Including the Stratosphere in Models of Global Climate Change
Marsh, D.R., Mills, M.J., Kinnison, D.E., Lamarque, J.-F., Calvo, N., and Polvani, L.M. 2013. Climate change from 1850 to 2005 simulated in CESM1(WACCM). Journal of Climate 26: 7372-7391.
The six scientists report that "in comparison of tropospheric climate predictions with those from a version of CESM that does not fully resolve the stratosphere, the global-mean temperature trends are indistinguishable," which suggests no improvement in the new model over the old model. However, they state "systematic differences do exist in other climate variables, particularly in the extratropics." And they state "the magnitude of the difference can be as large as the climate change response itself."

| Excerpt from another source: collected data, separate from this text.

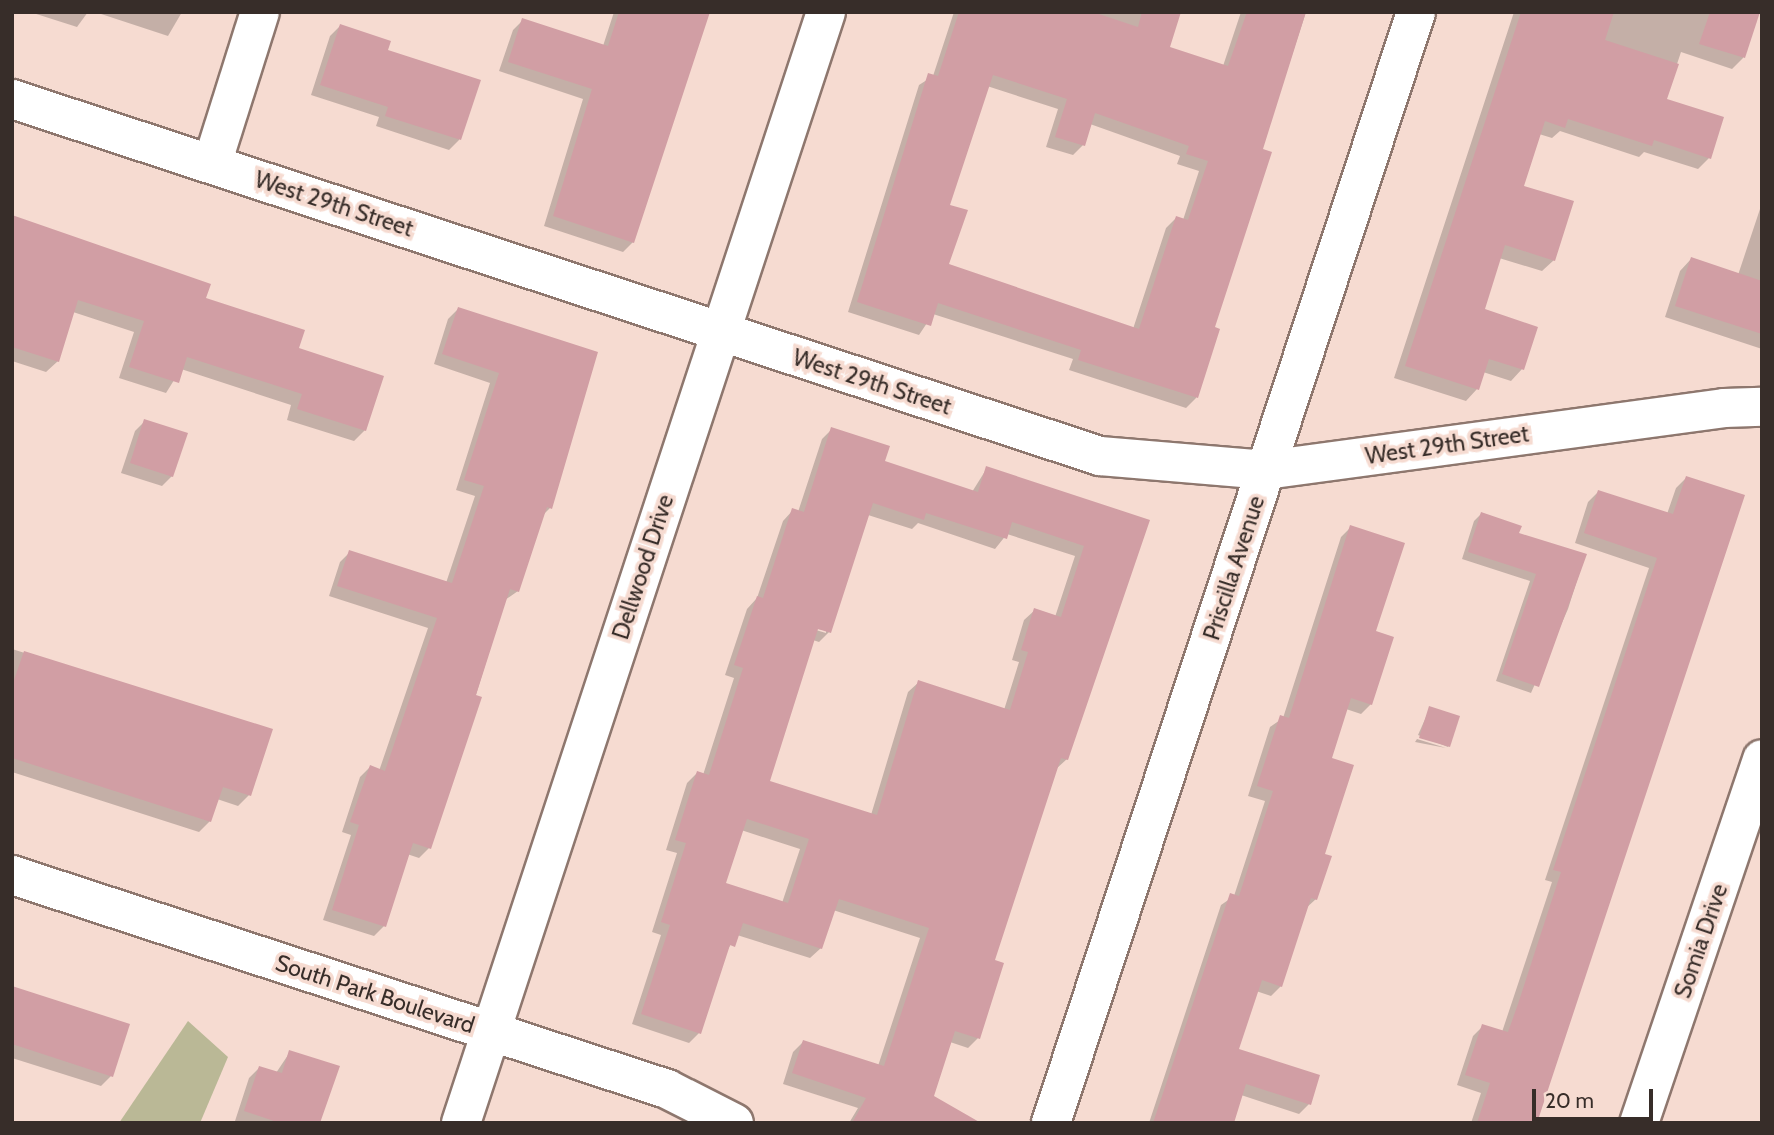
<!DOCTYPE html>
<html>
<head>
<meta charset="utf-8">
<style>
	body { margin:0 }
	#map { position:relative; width:1774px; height:1135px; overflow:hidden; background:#f6dbd1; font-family:Cabin,sans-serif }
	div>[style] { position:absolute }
	.green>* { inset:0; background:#bab896 }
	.shadow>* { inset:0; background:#0003 }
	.building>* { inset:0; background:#d19ea4 }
	.roads { filter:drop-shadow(2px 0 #8e776e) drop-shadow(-2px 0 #8e776e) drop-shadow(0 2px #8e776e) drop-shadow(0 -2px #8e776e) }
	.street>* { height:38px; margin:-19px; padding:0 19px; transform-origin:19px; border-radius:19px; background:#fff }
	span { translate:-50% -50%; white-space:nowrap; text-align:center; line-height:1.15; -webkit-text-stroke:7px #f6dbd1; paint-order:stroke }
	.street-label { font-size:23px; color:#372d29 }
	.frame { position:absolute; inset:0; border:14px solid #372d29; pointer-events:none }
	.scale { position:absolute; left:1532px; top:1089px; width:121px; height:32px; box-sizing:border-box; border:4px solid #372d29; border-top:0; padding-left:9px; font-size:21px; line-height:24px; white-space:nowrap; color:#372d29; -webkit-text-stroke:5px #f6dbd1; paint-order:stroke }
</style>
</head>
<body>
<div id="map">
	<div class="green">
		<i style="clip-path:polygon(188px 1021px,228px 1057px,200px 1123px,119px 1123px)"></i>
	</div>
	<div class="shadow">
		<i style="clip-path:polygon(30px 12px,88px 12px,77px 27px)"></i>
		<i style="clip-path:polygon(95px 12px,182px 12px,168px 36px)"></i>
		<i style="clip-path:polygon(614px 12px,708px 12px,633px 242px,623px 252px,544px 226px,583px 99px,499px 71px,513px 30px,523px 20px,603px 46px)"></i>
		<i style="clip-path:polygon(evenodd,954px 12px,1171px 12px,1168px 48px,1223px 66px,1241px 12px,1306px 12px,1261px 150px,1213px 328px,1218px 330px,1196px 398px,1186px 408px,1069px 370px,1073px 359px,933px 314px,919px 335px,848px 312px,919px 85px,933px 76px,954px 12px,987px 86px,1058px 109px,1046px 147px,1073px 155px,1083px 145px,1090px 124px,1180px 156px,1177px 164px,1199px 171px,1183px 220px,1176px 218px,1166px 228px,1133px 329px,947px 265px,948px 206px,987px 86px)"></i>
		<i style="clip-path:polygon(1514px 12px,1757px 14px,1743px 58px,1732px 69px,1681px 52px,1665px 100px,1709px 158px,1698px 169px,1644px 152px,1639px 157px,1560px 131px,1552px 138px,1539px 134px,1522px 187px,1554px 260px,1542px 271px,1499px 258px,1482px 310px,1522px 369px,1511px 381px,1483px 372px,1477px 389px,1466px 401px,1394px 378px)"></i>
		<i style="clip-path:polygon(340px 26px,386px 51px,478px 81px,459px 140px,449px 150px,376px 126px,379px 117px,311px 95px,330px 36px)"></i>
		<i style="clip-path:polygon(1762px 203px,1762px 349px,1665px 317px,1680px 271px,1691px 259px,1738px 275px)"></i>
		<i style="clip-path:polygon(16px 292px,204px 299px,297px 349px,365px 430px,354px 441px,287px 420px,291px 405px,181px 369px,166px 393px,119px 378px,134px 332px,73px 312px,58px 361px,46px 372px,12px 361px)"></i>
		<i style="clip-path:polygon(458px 309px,596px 353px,550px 508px,542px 516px,518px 591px,505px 600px,429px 848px,419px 858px,407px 854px,384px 926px,374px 936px,323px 920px,351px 835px,342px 832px,360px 777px,370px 767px,379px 771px,428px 628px,329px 596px,340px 562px,350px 552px,446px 583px,475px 496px,456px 490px,490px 383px,434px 364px,448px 319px)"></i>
		<i style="clip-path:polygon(145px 421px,172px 476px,162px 486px,121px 473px,135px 431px)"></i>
		<i style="clip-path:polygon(evenodd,832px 429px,883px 463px,972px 492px,987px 468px,1147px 521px,1067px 759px,1056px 769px,993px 961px,978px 1038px,968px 1048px,950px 1042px,932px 1096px,949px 1123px,849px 1123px,858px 1108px,783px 1084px,793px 1052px,803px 1042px,878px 1066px,920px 938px,833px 910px,821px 948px,810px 958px,737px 935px,724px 955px,699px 1033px,689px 1043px,632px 1024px,661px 935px,652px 932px,677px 853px,666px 850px,687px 783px,697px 773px,703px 775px,734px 678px,725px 675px,747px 609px,757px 598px,783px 521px,793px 510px,798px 512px,822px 439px,832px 429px,868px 515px,912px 529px,918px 523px,995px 549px,1007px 534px,1075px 556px,1055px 617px,1035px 610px,1024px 620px,1012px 660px,1019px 662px,1004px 710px,919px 682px,908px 692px,871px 815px,768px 782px,813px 640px,819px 642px,829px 632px,868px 515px,832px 429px,809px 628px,826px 630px,826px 633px,809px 628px,832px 429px,741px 830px,800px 849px,782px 903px,723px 884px,741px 830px)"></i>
		<i style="clip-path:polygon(1686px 478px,1535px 1123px,1471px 1123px,1481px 1093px,1457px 1085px,1473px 1036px,1483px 1026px,1502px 1032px,1552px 882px,1545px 880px,1649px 568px,1575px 543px,1588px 502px,1598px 492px,1667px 514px,1676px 488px)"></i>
		<i style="clip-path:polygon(1481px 514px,1517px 535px,1585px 555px,1568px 609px,1531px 693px,1496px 681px,1530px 581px,1462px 559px,1474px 521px)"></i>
		<i style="clip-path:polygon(1351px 527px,1374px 632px,1371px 704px,1361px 714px,1346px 709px,1330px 759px,1316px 899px,1305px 909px,1281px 986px,1271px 996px,1256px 991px,1237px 1050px,1309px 1104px,1299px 1114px,1241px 1095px,1232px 1123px,1149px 1123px,1221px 905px,1234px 896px,1265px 801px,1248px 796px,1270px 727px,1283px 718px,1341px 537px)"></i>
		<i style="clip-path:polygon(12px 649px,270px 730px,249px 795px,238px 806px,217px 799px,210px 821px,199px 832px,12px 772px)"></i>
		<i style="clip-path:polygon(1430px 708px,1458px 717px,1448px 747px,1418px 735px)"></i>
		<i style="clip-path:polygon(1417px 739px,1446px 748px,1415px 742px)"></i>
		<i style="clip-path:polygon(12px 988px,111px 1076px,101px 1086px,12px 1058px)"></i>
		<i style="clip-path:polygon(290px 1052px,318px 1123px,235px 1121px,249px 1078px,259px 1068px,276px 1073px)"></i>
	</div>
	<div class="building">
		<i style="clip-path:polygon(619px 12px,710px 12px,634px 243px,553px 216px,592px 89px,508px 62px,522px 18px,608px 46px)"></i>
		<i style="clip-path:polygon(evenodd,959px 12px,1093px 12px,1138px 27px,1142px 12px,1181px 12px,1170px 47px,1228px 66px,1247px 12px,1306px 12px,1263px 149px,1272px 152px,1215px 327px,1220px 329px,1198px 398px,1078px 360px,1081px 350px,938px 303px,931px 326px,857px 302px,928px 73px,938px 76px,959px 12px,993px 75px,1067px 99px,1055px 137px,1085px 146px,1095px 113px,1189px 146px,1186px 154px,1208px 161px,1188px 220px,1176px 216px,1139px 329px,949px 264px,968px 210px,950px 205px,993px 75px)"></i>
		<i style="clip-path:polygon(1521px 12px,1614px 12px,1605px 40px,1679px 64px,1667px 99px,1724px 117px,1711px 159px,1654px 140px,1652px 146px,1568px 119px,1565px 128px,1545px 121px,1524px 186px,1574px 201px,1555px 261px,1505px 245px,1485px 309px,1538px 327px,1524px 370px,1489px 359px,1479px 390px,1405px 366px)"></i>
		<i style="clip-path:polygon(1710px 12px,1760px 12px,1745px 58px,1699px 44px)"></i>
		<i style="clip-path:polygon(340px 24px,391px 41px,388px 50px,481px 80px,461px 140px,385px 116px,388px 107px,320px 85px)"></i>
		<i style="clip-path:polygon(12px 215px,211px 284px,206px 298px,305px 330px,299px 348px,384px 376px,366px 431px,297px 409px,302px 394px,187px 357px,179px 383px,129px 367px,144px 321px,78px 300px,59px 362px,12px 347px)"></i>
		<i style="clip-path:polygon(1691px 257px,1762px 281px,1762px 334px,1675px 306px)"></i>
		<i style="clip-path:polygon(458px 307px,598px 352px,552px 509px,547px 507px,519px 592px,510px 589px,476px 695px,482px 697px,431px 849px,413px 843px,386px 927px,332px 910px,359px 825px,350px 822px,370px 765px,385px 771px,437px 618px,337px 586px,349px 550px,452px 583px,484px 486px,464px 480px,499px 373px,442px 354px)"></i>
		<i style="clip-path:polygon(144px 419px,188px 433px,173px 477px,130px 463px)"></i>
		<i style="clip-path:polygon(evenodd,831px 427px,890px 446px,885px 461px,978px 492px,986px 466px,1150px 520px,1068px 760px,1061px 758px,995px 960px,1004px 963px,980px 1039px,955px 1031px,934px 1096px,981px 1123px,852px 1123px,866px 1098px,792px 1073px,803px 1040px,884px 1066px,929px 928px,839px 899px,822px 949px,743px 923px,735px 947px,730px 945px,701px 1034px,641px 1014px,670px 925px,661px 922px,686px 843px,675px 840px,697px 771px,709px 775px,743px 668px,734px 665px,757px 596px,763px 598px,792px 508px,804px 512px,831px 427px,873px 503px,924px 520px,926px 513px,1007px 539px,1012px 522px,1084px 546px,1061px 617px,1034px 608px,1021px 650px,1028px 652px,1010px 710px,918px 680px,877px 815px,770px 781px,818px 629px,831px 633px,873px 503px,831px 427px,747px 819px,809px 839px,788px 903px,726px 883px,747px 819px)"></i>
		<i style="clip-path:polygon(1686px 476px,1745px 495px,1537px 1123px,1477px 1123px,1490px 1083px,1465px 1075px,1482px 1024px,1508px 1032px,1518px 1004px,1561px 872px,1553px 870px,1657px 558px,1584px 533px,1598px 490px,1673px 514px)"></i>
		<i style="clip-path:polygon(1481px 512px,1522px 526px,1519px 533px,1587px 554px,1539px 687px,1502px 674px,1536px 574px,1468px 552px)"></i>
		<i style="clip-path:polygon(1350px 525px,1405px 543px,1376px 631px,1394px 637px,1372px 705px,1351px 698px,1332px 758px,1354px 765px,1325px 854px,1332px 856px,1317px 900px,1311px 898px,1282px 987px,1262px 980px,1239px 1049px,1320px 1075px,1311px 1105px,1246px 1084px,1234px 1123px,1153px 1123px,1230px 893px,1239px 896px,1273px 791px,1257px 786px,1280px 715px,1289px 718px)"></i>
		<i style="clip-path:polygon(24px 651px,273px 729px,251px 796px,223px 787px,211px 822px,12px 758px,12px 686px)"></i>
		<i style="clip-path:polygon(1429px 706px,1460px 716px,1450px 747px,1419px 738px)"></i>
		<i style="clip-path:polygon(12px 986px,130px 1024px,113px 1077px,12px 1044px)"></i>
		<i style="clip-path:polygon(289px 1050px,340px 1066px,320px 1123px,280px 1123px,244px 1111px,259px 1066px,282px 1073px)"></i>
	</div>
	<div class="roads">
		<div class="street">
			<i style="left:12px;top:99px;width:1145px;rotate:18.17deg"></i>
			<i style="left:1100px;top:456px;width:167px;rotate:4.8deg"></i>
			<i style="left:1266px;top:470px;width:462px;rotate:-7.7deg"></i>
			<i style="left:1724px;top:408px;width:38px;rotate:-2deg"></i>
			<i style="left:212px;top:164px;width:159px;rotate:-72.5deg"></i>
			<i style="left:12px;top:875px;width:689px;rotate:18.09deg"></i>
			<i style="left:667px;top:1089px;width:75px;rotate:26.9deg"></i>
			<i style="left:461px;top:1123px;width:1169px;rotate:-71.81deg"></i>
			<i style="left:1051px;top:1123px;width:1169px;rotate:-71.81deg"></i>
			<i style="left:1639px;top:1123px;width:384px;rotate:-71.3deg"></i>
		</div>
	</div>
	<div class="street-label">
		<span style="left:334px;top:204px;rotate:18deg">West 29th Street</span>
		<span style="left:872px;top:382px;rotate:18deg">West 29th Street</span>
		<span style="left:1447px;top:445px;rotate:-8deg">West 29th Street</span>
		<span style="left:643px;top:567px;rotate:-72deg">Dellwood Drive</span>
		<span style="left:1234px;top:568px;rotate:-72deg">Priscilla Avenue</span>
		<span style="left:1701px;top:941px;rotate:-71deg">Somia Drive</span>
		<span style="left:375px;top:994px;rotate:18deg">South Park Boulevard</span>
	</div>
	<div class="frame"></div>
	<div class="scale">20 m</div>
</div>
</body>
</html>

Marsh et al. additionally report "both models overestimate the short-term cooling following large volcanic eruptions." And they note "WACCM predicts significantly larger changes in precipitation over Europe, the Mediterranean, and northern Africa," once again stating "the differences in predicted changes between the two models can be larger than the magnitude of the climate change prediction itself." And in regard to this unsettling fact that keeps popping up, they conclude, "when quantifying uncertainty in past and future climate change predictions, it will be important to consider the systematic errors introduced by the choices made on how the upper atmosphere is represented in the model," which suggests the quest for the Holy Grail of climate modeling has yet to be satisfactorily consummated.